Yeah. If you see a signal, and I know you've had backup molecules in PI3K, and I don't know if it makes sense if you see a signal to approach this molecule with different drugs, different pricing structures, things like that to maximize the opportunity in a rare disease setting as opposed to sort of the oncology price kind of bandwidth that you'd fall within. Or maybe you think they kind of like overlap
I mean, that is the reason for having the additional molecules to provide us with that optionality. That way we have another pan-mutant selective molecule that is at such a stage to where if we see that early clinical proof of concept that we hope we will, we'll have the ability to make that strategic decision to bring this additional molecule into this setting. You know, keep them bifurcated for, you know, all the reasons you just highlighted, the ability to have separate brands and IP and distinct chemical entities in these two different settings.
Yeah. How big can this market be? I know you guys provided some insight into this when you did an R&D day about a year ago.
Yeah. The current prevalence in the United States of vascular malformations with PIK3CA-driven disease is 170,000. Now the question here is what proportion of those patients over the course of their life, will they, would they pursue systemic therapy to control their disease? That's a little bit unknown, but when you're starting at a prevalent pool that large, it doesn't take a large percentage of those patients to seek chronic systemic therapy for it to be a very meaningful commercial opportunity for us. You know, we've done some market research suggesting that depending on what subset of vascular malformations you're in, anywhere from 10-40% of patients would seek systemic therapy for the disease.
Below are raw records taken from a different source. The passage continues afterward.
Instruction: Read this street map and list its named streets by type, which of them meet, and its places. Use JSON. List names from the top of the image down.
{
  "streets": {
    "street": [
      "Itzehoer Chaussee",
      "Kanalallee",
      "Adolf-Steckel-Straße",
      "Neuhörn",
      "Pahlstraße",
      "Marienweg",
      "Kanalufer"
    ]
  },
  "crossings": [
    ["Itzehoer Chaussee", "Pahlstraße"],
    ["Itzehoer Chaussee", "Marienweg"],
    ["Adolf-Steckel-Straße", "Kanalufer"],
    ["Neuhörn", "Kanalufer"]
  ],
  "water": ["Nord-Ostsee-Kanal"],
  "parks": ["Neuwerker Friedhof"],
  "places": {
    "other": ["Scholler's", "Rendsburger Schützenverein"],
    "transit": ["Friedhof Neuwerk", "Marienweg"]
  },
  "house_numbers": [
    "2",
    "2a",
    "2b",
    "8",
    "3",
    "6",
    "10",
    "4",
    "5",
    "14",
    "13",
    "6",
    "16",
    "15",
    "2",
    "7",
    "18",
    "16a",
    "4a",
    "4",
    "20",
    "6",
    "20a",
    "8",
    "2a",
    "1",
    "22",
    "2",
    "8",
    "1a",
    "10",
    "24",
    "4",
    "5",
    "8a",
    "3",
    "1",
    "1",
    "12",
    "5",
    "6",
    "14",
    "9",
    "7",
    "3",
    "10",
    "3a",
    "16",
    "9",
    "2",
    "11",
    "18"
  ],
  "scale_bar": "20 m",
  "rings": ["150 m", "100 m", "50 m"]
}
Alpelisib's label speaks to what proportion of that?
They sit in a small subset of PIK3CA-related orbital spectrum patients. That's about 5,000-15,000 of that 170,000. That is one of the higher, it's one of the more severe subsets. And so, you know, that's where you get closer to about 40% of those patients seeking systemic therapy to control the disease. In lymphatic malformations, it's probably 20-30%. But there, there's about 80,000 of those patients. And the vast majority of them had PIK3CA-driven disease. And it is diagnosed clinically, not requiring a genetic test.
Okay. Maybe in the last minute here. In lieu of the, I guess, the strategic cost restructuring aspect of things, does that impede you at all to do kind of the earlier stage stuff, you know, as it pertains to Fabry or NRAS or any additional preclinical programs? Or, you know, are you still able to sort of move those forward? Depending upon external environment or just company catalyst, then you can kind of advance those forward at the right time?
Yeah. The current cash envelope contemplates taking Fabry's and NRAS at least to IND readiness and the ability to potentially bring one into early clinical studies. You're right. I think what we'll do is when we get to that IND stage, we'll do an assessment of where we are, the macro environment, and kind of make a business decision from there on those two programs. We are, the small focus research footprint we have left in the company is focused on one very high-value novel oncology target.
Yep. All right. Let's take a ride of time. Pete, thanks so much for joining us.